Four researchers from different multidisciplinary research centers had been invited to the Impact researchers’ meeting to discuss the pitfalls and potentials of multidisciplinary research. The debate was chaired by professor emerita Grace Davie.

According to professor Leif Stenberg, from Centre for Middle Eastern Studies, Lund University and professor Margaretha Fahlgren, Centre for Gender Research, Uppsala university, it is clear that multidisciplinary research can contribute to understanding between researchers from different scientific fields. It can even lead to new, exciting results. But, at the same time, it also faces certain challenges. One of them is that researchers have a hard time finding journals willing to publish the results of multidisciplinary research. Another is the risk that multidisciplinary applications for research grants fall between the cracks, Leif Stenberg added.

Professor Elena Namli, Uppsala Centre for Russian and Eurasian Studies, stressed the importance of researchers being firmly rooted in their own disciplines. She also expressed some skepticism towards the multidisciplinary approach.
– It is good to learn enough from others to be challenged by them, but it is necessary to build your confidence in your own discipline, she said.
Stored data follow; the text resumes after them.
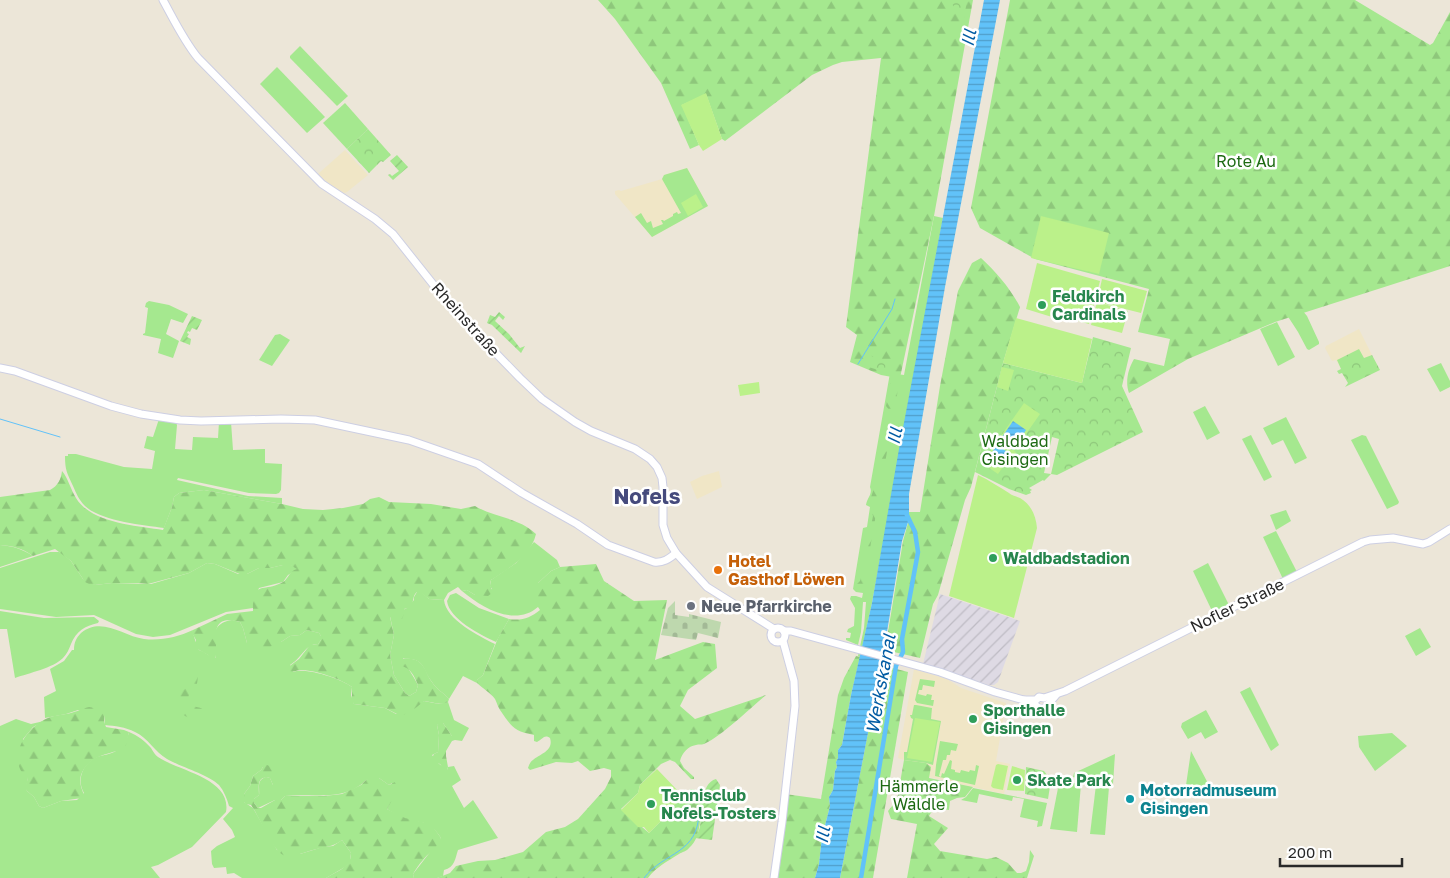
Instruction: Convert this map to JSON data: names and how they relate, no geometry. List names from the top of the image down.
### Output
{
  "streets": {
    "main road": ["Rheinstraße", "Nofler Straße"]
  },
  "districts": ["Nofels"],
  "water": ["Ill", "Werkskanal"],
  "parks": ["Rote Au", "Waldbad Gisingen", "Hämmerle Wäldle"],
  "places": [
    "Feldkirch Cardinals",
    "Waldbadstadion",
    "Hotel Gasthof Löwen",
    "Neue Pfarrkirche",
    "Sporthalle Gisingen",
    "Skate Park",
    "Motorradmuseum Gisingen",
    "Tennisclub Nofels-Tosters"
  ],
  "scale_bar": "200 m"
}
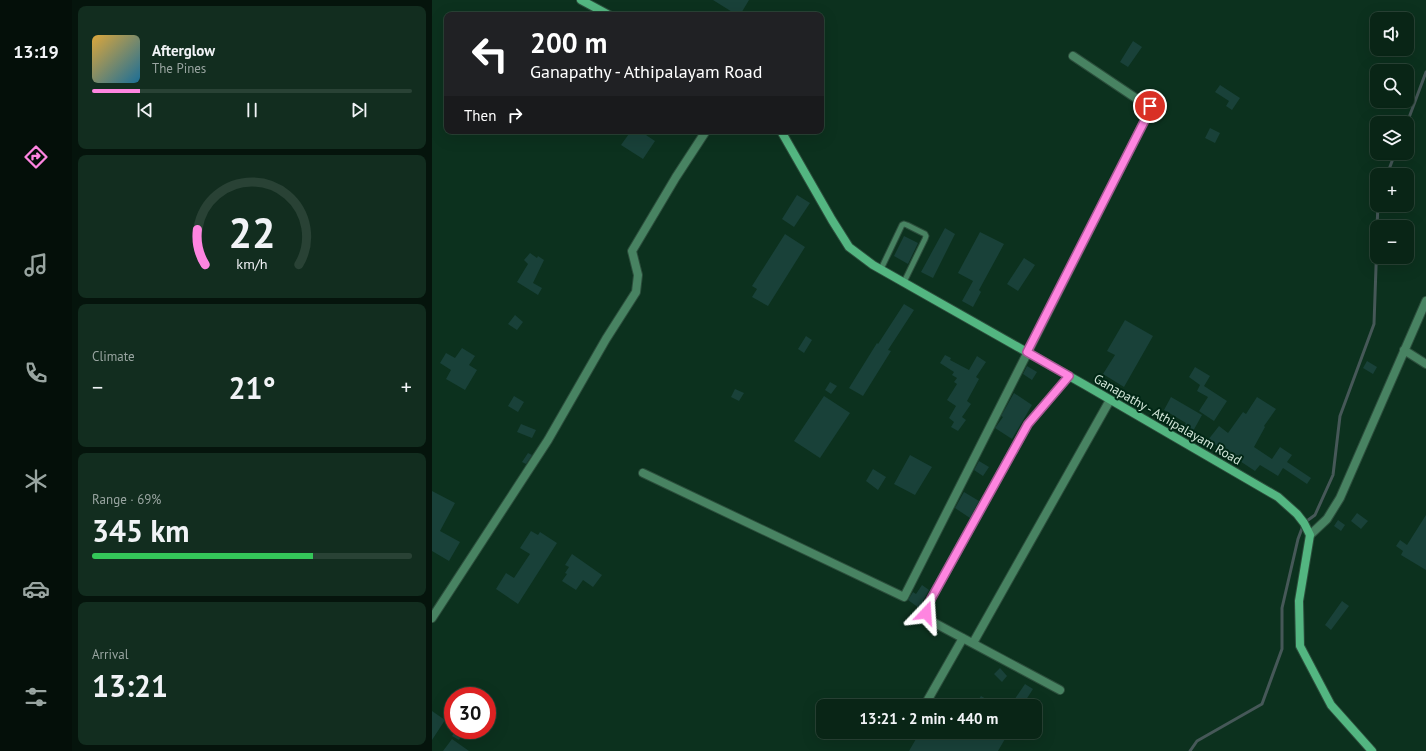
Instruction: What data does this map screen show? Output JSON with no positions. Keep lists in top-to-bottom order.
{
  "streets": {
    "main road": ["Ganapathy - Athipalayam Road"]
  },
  "page": {
    "tabs": "13:19",
    "map_buttons": ["+", "−"],
    "turn": ["200 m", "Ganapathy - Athipalayam Road"],
    "song": ["Afterglow", "The Pines"],
    "then": "Then",
    "tile": [
      "Climate",
      ["Range · 69%", "345 km"],
      ["Arrival", "13:21"]
    ],
    "heat": ["−", "21°", "+"],
    "limit": "30",
    "trip": "13:21 · 2 min · 440 m",
    "gauge": ["22", "km/h"]
  }
}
Another important characteristic for the traditional research disciplines is that they have mechanisms to ensure the quality of research. According to Elena Namli, that is sometimes lacking in multidisciplinary research environments.
Margareta Fahlgren replied to Elena Namli’s criticism by pointing to the complexity of the problems that societies face today, problems that often need multidisciplinary research to be solved. Fahlgren also stressed that today’s scientific disciplines are not natural, but historical constructions.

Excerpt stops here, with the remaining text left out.